On Tue, Jan 21, 2014 at 03:36:37PM +0100, Michael Kerrisk wrote:
> Peter, Dario,

> Is someone (e.g., one of you) planning to write man pages for the new
> sched_setattr() and sched_getattr() system calls? (Also, for the
> future, please CC linux-api@vger.kernel.org on patches that change the
> API, then those of us who don't follow LKML get a heads up about
> upcoming API changes.)

first draft, shamelessly stolen from SCHED_SETSCHEDULER(2).

One note on both the original as well as the below: process is
ambiguous, the syscalls actually apply to a single thread of a process,
not the entire process.

---


NAME
	sched_setattr, sched_getattr - set and get scheduling policy/attributes

SYNOPSIS
	#include <sched.h>

	struct sched_attr {
		u32 size;

		u32 sched_policy;
		u64 sched_flags;

		/* SCHED_NORMAL, SCHED_BATCH */
		s32 sched_nice;

		/* SCHED_FIFO, SCHED_RR */
		u32 sched_priority;

		/* SCHED_DEADLINE */
		u64 sched_runtime;
		u64 sched_deadline;
		u64 sched_period;
	};

	int sched_setattr(pid_t pid, const struct sched_attr *attr);

	int sched_getattr(pid_t pid, const struct sched_attr *attr, unsigned int size);

DESCRIPTION
	sched_setattr() sets both the scheduling policy and the
	associated attributes for the process whose ID is specified in
	pid.  If pid equals zero, the scheduling policy and attributes
	of the calling process will be set.  The interpretation of the
	argument attr depends on the selected policy.  Currently, Linux
	supports the following "normal" (i.e., non-real-time) scheduling
	policies:

	SCHED_OTHER	the standard "fair" time-sharing policy;

	SCHED_BATCH	for "batch" style execution of processes; and

	SCHED_IDLE	for running very low priority background jobs.

	The following "real-time" policies are also supported, for
	special time-critical applications that need precise control
	over the way in which runnable processes are selected for
	execution:

	SCHED_FIFO	a first-in, first-out policy;

	SCHED_RR	a round-robin policy; and

	SCHED_DEADLINE	a deadline policy.

	The semantics of each of these policies are detailed below.

	sched_attr::size must be set to the size of the structure, as in
	sizeof(struct sched_attr), if the provided structure is smaller
	than the kernel structure, any additional fields are assumed
	'0'. If the provided structure is larger than the kernel
	structure, the kernel verifies all additional fields are '0' if
	not the syscall will fail with -E2BIG.

	sched_attr::sched_policy the desired scheduling policy.

	sched_attr::sched_flags additional flags that can influence
	scheduling behaviour.
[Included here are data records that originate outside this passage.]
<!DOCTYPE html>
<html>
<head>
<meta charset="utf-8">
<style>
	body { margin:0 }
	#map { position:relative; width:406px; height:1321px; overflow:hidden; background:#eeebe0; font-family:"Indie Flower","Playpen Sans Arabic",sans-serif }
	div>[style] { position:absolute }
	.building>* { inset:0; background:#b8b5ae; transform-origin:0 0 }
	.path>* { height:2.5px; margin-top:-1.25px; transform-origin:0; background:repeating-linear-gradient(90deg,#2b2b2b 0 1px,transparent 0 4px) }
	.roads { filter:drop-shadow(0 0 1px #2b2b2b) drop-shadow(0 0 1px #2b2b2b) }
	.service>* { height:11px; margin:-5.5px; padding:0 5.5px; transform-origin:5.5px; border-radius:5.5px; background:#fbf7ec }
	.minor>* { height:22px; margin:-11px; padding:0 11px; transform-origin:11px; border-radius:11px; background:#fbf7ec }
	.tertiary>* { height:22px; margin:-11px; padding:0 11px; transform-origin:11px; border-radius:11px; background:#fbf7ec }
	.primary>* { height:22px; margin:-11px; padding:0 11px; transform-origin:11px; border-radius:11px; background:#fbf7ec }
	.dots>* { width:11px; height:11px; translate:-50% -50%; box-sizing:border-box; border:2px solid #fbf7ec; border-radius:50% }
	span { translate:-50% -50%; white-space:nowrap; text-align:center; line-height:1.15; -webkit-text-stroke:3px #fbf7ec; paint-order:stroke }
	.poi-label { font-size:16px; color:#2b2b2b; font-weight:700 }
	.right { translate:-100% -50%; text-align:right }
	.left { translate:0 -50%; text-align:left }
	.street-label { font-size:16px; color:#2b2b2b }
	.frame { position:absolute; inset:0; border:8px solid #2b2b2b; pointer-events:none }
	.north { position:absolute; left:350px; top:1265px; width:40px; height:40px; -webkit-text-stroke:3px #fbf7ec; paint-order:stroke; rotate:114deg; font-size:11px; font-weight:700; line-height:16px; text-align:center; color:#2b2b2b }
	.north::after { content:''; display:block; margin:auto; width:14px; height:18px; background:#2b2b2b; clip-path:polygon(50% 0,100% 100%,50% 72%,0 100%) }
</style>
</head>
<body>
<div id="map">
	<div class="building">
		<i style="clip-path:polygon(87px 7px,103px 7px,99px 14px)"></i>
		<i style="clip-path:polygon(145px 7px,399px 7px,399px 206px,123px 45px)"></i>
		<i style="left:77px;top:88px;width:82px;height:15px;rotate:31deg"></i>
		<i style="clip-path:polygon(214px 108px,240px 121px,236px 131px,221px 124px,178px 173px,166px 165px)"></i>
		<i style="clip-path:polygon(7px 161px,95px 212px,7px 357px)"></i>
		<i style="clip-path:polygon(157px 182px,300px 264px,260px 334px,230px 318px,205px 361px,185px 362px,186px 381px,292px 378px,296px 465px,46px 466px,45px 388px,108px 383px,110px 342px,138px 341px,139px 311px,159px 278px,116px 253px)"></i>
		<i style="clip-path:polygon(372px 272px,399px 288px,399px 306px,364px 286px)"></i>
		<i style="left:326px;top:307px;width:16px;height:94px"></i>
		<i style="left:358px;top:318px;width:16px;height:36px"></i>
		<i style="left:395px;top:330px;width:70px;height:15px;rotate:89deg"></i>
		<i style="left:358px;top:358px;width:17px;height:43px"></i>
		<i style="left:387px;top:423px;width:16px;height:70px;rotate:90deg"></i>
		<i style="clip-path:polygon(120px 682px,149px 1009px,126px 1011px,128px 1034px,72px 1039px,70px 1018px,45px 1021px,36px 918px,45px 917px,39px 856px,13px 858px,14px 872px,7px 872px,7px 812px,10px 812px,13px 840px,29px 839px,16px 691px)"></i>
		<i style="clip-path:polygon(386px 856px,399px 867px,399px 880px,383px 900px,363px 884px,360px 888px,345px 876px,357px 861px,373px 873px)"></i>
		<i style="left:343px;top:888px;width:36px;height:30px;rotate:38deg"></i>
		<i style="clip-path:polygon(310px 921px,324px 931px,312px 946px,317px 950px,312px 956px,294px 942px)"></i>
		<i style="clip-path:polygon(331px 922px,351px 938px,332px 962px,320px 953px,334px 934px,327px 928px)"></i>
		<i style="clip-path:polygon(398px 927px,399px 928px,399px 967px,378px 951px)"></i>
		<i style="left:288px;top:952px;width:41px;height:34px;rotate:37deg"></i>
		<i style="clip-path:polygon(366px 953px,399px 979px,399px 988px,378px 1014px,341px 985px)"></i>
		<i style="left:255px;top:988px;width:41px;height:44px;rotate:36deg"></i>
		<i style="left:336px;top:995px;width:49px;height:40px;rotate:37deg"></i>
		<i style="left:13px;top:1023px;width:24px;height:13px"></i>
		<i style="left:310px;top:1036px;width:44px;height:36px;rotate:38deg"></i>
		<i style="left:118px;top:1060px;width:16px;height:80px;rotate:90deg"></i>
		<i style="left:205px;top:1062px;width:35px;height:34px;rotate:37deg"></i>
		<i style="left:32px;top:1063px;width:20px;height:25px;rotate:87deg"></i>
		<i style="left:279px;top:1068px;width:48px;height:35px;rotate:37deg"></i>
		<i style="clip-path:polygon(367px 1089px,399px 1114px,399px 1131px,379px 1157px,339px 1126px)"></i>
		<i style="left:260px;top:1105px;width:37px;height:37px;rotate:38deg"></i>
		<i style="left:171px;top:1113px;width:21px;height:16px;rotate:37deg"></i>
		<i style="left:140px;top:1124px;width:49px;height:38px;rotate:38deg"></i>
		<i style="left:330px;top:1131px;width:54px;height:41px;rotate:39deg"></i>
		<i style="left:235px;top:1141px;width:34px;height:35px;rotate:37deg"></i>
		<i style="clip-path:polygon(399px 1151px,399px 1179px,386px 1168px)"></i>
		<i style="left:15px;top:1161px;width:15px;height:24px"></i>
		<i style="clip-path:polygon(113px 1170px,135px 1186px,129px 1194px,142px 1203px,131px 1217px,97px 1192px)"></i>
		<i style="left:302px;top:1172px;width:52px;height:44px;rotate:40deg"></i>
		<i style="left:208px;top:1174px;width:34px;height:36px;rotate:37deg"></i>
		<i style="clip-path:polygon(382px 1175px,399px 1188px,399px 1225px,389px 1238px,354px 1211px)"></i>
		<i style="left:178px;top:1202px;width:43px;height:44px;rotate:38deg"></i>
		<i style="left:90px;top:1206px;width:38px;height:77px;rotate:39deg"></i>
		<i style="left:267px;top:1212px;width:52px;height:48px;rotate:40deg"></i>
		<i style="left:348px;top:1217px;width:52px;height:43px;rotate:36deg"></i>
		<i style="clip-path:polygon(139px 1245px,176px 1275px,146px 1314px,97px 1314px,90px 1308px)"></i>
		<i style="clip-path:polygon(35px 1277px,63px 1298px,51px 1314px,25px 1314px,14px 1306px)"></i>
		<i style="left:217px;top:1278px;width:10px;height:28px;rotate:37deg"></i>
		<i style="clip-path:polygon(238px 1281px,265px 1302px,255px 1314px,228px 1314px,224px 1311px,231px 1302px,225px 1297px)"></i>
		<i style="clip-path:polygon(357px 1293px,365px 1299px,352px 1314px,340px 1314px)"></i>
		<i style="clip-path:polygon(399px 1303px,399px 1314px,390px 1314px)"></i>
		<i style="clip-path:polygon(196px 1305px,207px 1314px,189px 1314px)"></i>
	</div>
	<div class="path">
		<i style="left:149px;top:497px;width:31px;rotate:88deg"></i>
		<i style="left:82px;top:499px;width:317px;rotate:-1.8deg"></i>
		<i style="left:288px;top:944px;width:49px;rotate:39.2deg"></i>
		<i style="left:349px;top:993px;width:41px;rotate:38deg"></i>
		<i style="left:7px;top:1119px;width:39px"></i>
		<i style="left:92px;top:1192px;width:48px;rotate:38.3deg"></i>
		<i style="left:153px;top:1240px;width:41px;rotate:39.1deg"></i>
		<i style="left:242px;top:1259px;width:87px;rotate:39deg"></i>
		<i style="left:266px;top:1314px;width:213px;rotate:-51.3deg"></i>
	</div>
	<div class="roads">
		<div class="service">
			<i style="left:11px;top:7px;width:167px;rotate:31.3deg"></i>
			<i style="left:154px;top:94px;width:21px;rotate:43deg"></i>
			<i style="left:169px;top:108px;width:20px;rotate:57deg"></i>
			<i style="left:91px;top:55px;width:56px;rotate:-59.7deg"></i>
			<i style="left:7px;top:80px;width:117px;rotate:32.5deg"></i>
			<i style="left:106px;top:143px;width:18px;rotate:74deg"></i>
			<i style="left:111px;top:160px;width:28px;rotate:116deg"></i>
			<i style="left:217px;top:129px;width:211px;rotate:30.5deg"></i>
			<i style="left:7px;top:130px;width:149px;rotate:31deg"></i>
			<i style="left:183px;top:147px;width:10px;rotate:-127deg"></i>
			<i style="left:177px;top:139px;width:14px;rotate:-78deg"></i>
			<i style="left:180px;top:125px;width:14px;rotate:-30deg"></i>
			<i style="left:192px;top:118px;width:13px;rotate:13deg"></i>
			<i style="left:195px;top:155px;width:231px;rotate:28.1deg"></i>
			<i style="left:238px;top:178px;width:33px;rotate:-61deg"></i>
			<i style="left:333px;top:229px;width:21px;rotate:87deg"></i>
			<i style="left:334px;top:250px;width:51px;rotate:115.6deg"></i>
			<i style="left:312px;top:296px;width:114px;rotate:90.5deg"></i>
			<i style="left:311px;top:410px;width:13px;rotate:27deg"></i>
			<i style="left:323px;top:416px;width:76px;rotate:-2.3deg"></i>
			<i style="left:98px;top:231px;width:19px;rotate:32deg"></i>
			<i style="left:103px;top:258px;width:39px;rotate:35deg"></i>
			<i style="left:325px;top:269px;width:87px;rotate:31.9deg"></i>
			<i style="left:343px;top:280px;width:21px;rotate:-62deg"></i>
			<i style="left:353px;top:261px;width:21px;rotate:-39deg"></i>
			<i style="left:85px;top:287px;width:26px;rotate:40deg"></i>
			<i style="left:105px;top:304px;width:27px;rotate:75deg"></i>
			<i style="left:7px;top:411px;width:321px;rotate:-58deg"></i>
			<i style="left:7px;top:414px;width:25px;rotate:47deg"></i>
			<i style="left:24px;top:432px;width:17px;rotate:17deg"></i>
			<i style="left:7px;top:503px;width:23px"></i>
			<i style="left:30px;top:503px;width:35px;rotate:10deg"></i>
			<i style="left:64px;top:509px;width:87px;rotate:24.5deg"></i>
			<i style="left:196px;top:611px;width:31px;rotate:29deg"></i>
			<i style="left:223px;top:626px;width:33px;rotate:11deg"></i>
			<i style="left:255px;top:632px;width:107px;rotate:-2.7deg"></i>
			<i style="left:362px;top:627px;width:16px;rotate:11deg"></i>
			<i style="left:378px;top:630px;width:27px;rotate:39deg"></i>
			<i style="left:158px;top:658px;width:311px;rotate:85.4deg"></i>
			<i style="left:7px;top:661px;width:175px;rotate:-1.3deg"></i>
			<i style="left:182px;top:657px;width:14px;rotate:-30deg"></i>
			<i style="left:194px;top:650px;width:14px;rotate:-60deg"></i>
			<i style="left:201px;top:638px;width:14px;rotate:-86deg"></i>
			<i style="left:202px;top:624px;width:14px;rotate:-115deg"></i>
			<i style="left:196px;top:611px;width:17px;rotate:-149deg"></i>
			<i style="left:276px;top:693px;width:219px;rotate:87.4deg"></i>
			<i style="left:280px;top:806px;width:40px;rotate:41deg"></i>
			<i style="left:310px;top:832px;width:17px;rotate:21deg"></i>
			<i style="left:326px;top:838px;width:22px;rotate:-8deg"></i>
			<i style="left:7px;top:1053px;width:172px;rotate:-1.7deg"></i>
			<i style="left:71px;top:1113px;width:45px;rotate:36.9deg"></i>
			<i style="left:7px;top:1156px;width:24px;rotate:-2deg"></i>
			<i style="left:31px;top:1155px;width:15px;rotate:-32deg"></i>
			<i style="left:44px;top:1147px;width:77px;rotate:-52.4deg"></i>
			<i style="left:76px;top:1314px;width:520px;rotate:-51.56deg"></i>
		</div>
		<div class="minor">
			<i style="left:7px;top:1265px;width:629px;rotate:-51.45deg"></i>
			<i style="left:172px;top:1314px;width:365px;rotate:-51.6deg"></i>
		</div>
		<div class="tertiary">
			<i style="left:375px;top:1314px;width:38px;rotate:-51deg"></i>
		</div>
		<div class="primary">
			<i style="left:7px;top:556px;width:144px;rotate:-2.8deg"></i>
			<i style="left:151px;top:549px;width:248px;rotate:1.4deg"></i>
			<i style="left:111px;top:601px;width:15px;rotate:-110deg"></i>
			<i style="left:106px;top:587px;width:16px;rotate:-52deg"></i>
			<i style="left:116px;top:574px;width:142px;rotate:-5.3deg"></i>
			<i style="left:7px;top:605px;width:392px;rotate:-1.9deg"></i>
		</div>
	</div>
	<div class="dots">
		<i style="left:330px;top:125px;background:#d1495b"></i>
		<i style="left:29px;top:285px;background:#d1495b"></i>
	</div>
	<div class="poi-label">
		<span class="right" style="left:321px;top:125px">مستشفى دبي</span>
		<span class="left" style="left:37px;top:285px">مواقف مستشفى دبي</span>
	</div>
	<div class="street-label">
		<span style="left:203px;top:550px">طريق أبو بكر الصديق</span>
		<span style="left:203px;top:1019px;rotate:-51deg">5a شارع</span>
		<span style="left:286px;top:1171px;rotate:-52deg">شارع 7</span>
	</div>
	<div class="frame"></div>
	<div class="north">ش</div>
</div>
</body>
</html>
Currently as per Linux kernel 3.14:

		SCHED_FLAG_RESET_ON_FORK - resets the scheduling policy
		to: (struct sched_attr){ .sched_policy = SCHED_OTHER, }
		on fork().

	is the only supported flag.

	sched_attr::sched_nice should only be set for SCHED_OTHER,
	SCHED_BATCH, the desired nice value [-20,19], see NICE(2).

	sched_attr::sched_priority should only be set for SCHED_FIFO,
	SCHED_RR, the desired static priority [1,99].
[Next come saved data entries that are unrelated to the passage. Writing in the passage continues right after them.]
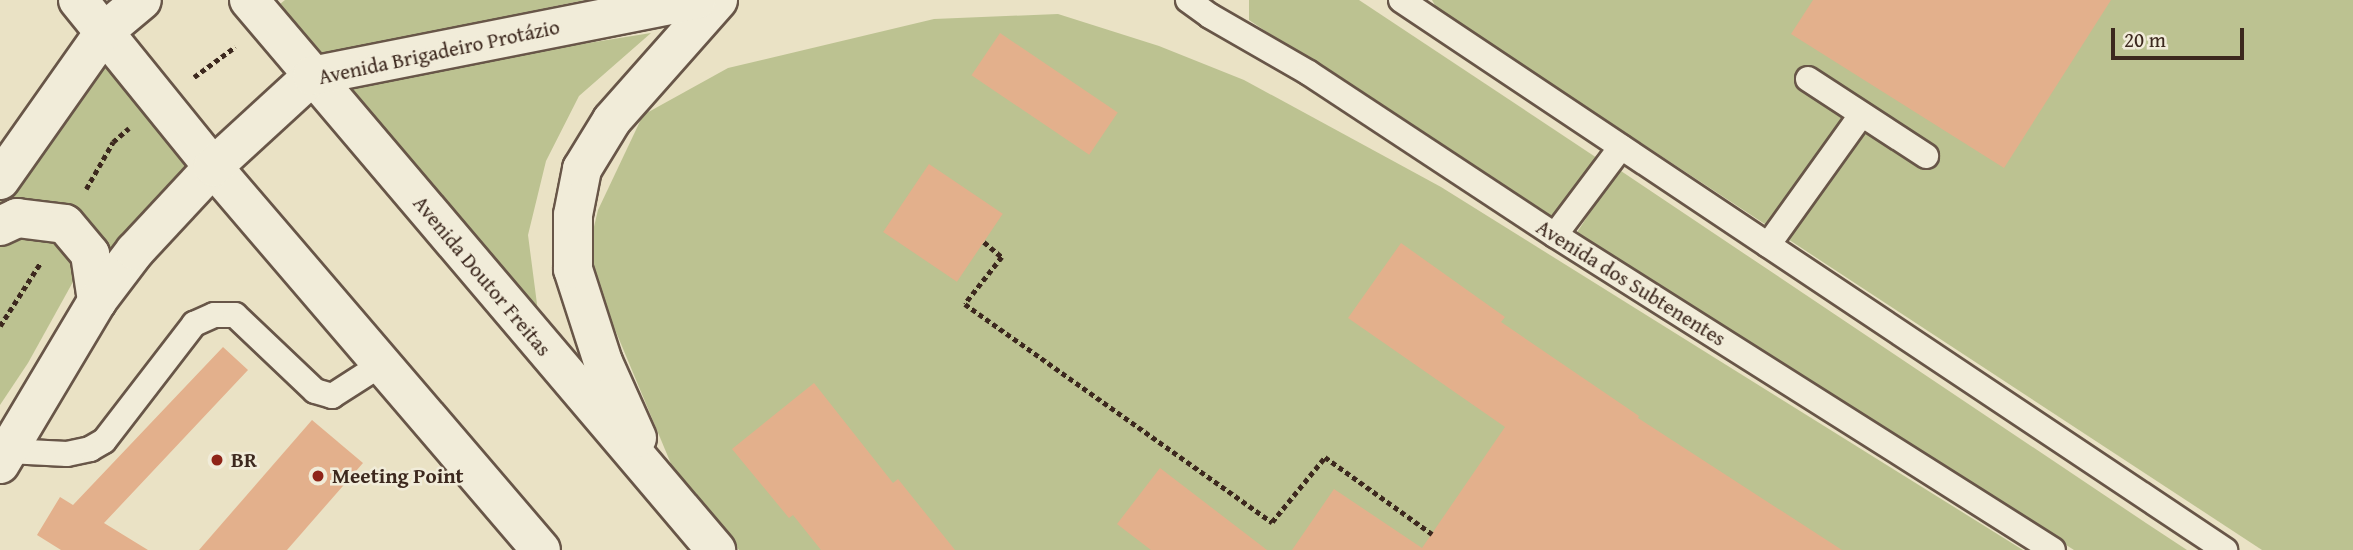 <!DOCTYPE html>
<meta charset="utf-8">
<style>
body{margin:0}
#map{position:relative;width:2353px;height:550px;overflow:hidden;background:#eae2c5;font-family:"Gentium Book Plus",serif}
div>[style]{position:absolute}
.green>*{inset:0;background:#bcc291}
.building>*{inset:0;background:#e3b08c;transform-origin:0 0}
.path>*{height:4.5px;margin-top:-2.25px;transform-origin:0;background:repeating-linear-gradient(90deg,#3c281e 0 5px,transparent 0 8.5px)}
.roads{filter:drop-shadow(2px 0 #685648) drop-shadow(-2px 0 #685648) drop-shadow(0 2px #685648) drop-shadow(0 -2px #685648)}
.lane>*{height:24px;margin:-12px;padding:0 12px;transform-origin:12px;border-radius:12px;background:#f1ecd9}
.secondary>*{height:38px;margin:-19px;padding:0 19px;transform-origin:19px;border-radius:19px;background:#f1ecd9}
.dots>*{width:19px;height:19px;translate:-50% -50%;box-sizing:border-box;border:4px solid #f1ecd9;border-radius:50%}
span{translate:-50% -50%;white-space:nowrap;text-align:center;line-height:1.15;-webkit-text-stroke:5px #f1ecd9;paint-order:stroke}
.street-label{font-size:21px;color:#3c281e}
.poi-label{font-size:21px;color:#3c281e;font-weight:700}
.left{translate:0 -50%;text-align:left}
.scale{position:absolute;left:2111px;top:28px;width:133px;height:32px;box-sizing:border-box;border:4px solid #3c281e;border-top:0;padding-left:9px;font-size:21px;line-height:24px;white-space:nowrap;color:#3c281e;-webkit-text-stroke:5px #f1ecd9;paint-order:stroke}
</style>
<div id="map">
<div class="green">
<i style="clip-path:polygon(285px 0,585px 0,310px 57px,280px 4px)"></i>
<i style="clip-path:polygon(1249px 0,1359px 0,1597px 158px,1551px 222px,1249px 20px)"></i>
<i style="clip-path:polygon(1432px 0,2353px 0,2353px 550px,2262px 550px,1437px 9px)"></i>
<i style="clip-path:polygon(1058px 14px,1159px 46px,1244px 80px,1441px 187px,2023px 550px,739px 550px,674px 471px,586px 260px,598px 210px,643px 115px,728px 68px,934px 19px)"></i>
<i style="clip-path:polygon(651px 33px,579px 96px,546px 161px,528px 235px,540px 327px,331px 84px)"></i>
<i style="clip-path:polygon(105px 49px,198px 166px,105px 276px,90px 238px,0 210px,0 195px)"></i>
<i style="clip-path:polygon(1618px 169px,2146px 523px,2187px 550px,2074px 550px,1576px 234px)"></i>
<i style="clip-path:polygon(23px 234px,64px 244px,79px 271px,28px 363px,0 405px,0 244px)"></i>
</div>
<div class="building">
<i style="clip-path:polygon(1813px 0,2111px 0,2004px 168px,1791px 34px)"></i>
<i style="left:1000px;top:33px;width:142px;height:51px;rotate:34deg"></i>
<i style="left:929px;top:164px;width:89px;height:82px;rotate:34deg"></i>
<i style="clip-path:polygon(1401px 243px,1505px 317px,1501px 322px,1639px 416px,1638px 418px,1842px 550px,1292px 550px,1334px 489px,1422px 548px,1505px 427px,1348px 318px)"></i>
<i style="clip-path:polygon(223px 347px,248px 370px,104px 523px,148px 550px,61px 550px,37px 535px,60px 497px,73px 505px)"></i>
<i style="clip-path:polygon(814px 383px,893px 483px,898px 479px,955px 550px,821px 550px,793px 515px,789px 518px,732px 449px)"></i>
<i style="clip-path:polygon(312px 420px,363px 463px,287px 550px,199px 550px)"></i>
<i style="clip-path:polygon(1160px 468px,1267px 550px,1151px 550px,1117px 524px)"></i>
</div>
<div class="path">
<i style="left:194px;top:77px;width:51px;rotate:-36.2deg"></i>
<i style="left:86px;top:189px;width:54px;rotate:-60.1deg"></i>
<i style="left:113px;top:142px;width:21px;rotate:-41deg"></i>
<i style="left:984px;top:242px;width:23px;rotate:40deg"></i>
<i style="left:1002px;top:257px;width:60px;rotate:128.2deg"></i>
<i style="left:965px;top:304px;width:377px;rotate:35.4deg"></i>
<i style="left:1272px;top:522px;width:84px;rotate:-50.8deg"></i>
<i style="left:1325px;top:457px;width:132px;rotate:35.7deg"></i>
<i style="left:0;top:326px;width:76px;rotate:-57.4deg"></i>
</div>
<div class="roads">
<div class="lane">
<i style="left:1188px;top:0;width:27px;rotate:36deg"></i>
<i style="left:1210px;top:16px;width:114px;rotate:29.9deg"></i>
<i style="left:1309px;top:73px;width:295px;rotate:33.4deg"></i>
<i style="left:1555px;top:235px;width:589px;rotate:32.31deg"></i>
<i style="left:1401px;top:0;width:991px;rotate:33.72deg"></i>
<i style="left:1808px;top:79px;width:141px;rotate:33.1deg"></i>
<i style="left:1555px;top:235px;width:110px;rotate:-53.1deg"></i>
<i style="left:1768px;top:245px;width:160px;rotate:-54.4deg"></i>
<i style="left:8px;top:451px;width:59px;rotate:2.9deg"></i>
<i style="left:67px;top:454px;width:24px;rotate:-12deg"></i>
<i style="left:90px;top:449px;width:16px;rotate:-30deg"></i>
<i style="left:104px;top:441px;width:148px;rotate:-52.4deg"></i>
<i style="left:194px;top:324px;width:22px;rotate:-24deg"></i>
<i style="left:214px;top:315px;width:21px"></i>
<i style="left:235px;top:315px;width:110px;rotate:43.5deg"></i>
<i style="left:315px;top:391px;width:18px;rotate:16deg"></i>
<i style="left:332px;top:396px;width:59px;rotate:-32.6deg"></i>
</div>
<div class="secondary">
<i style="left:78px;top:0;width:215px;rotate:51deg"></i>
<i style="left:213px;top:167px;width:504px;rotate:49.42deg"></i>
<i style="left:249px;top:0;width:722px;rotate:49.67deg"></i>
<i style="left:0;top:180px;width:182px;rotate:-54.8deg"></i>
<i style="left:105px;top:31px;width:48px;rotate:-40deg"></i>
<i style="left:0;top:226px;width:19px;rotate:-25deg"></i>
<i style="left:17px;top:218px;width:48px;rotate:7.1deg"></i>
<i style="left:65px;top:224px;width:39px;rotate:50deg"></i>
<i style="left:90px;top:254px;width:48px;rotate:81.5deg"></i>
<i style="left:637px;top:438px;width:83px;rotate:-114.1deg"></i>
<i style="left:603px;top:362px;width:98px;rotate:-107.9deg"></i>
<i style="left:573px;top:269px;width:54px;rotate:-90deg"></i>
<i style="left:573px;top:215px;width:47px;rotate:-78.9deg"></i>
<i style="left:582px;top:169px;width:57px;rotate:-58.5deg"></i>
<i style="left:612px;top:120px;width:160px;rotate:-48.5deg"></i>
<i style="left:0;top:464px;width:190px;rotate:-59.2deg"></i>
<i style="left:97px;top:301px;width:63px;rotate:-52.8deg"></i>
<i style="left:135px;top:251px;width:115px;rotate:-47.1deg"></i>
<i style="left:213px;top:167px;width:134px;rotate:-42.6deg"></i>
<i style="left:312px;top:76px;width:392px;rotate:-11.2deg"></i>
</div>
</div>
<div class="dots">
<i style="left:217px;top:460px;background:#8f2418"></i>
<i style="left:318px;top:476px;background:#8f2418"></i>
</div>
<div class="street-label">
<span style="left:439px;top:52px;rotate:-12deg">Avenida Brigadeiro Protázio</span>
<span style="left:482px;top:276px;rotate:50deg">Avenida Doutor Freitas</span>
<span style="left:1631px;top:283px;rotate:32deg">Avenida dos Subtenentes</span>
</div>
<div class="poi-label">
<span class="left" style="left:231px;top:460px">BR</span>
<span class="left" style="left:332px;top:476px">Meeting Point</span>
</div>
<div class="scale">20 m</div>
</div>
	sched_attr::sched_runtime
	sched_attr::sched_deadline
	sched_attr::sched_period should only be set for SCHED_DEADLINE
	and are the traditional sporadic task model parameters.

	sched_getattr() queries the scheduling policy currently applied
	to the process identified by pid.  If pid equals zero, the
	policy of the calling process will be retrieved.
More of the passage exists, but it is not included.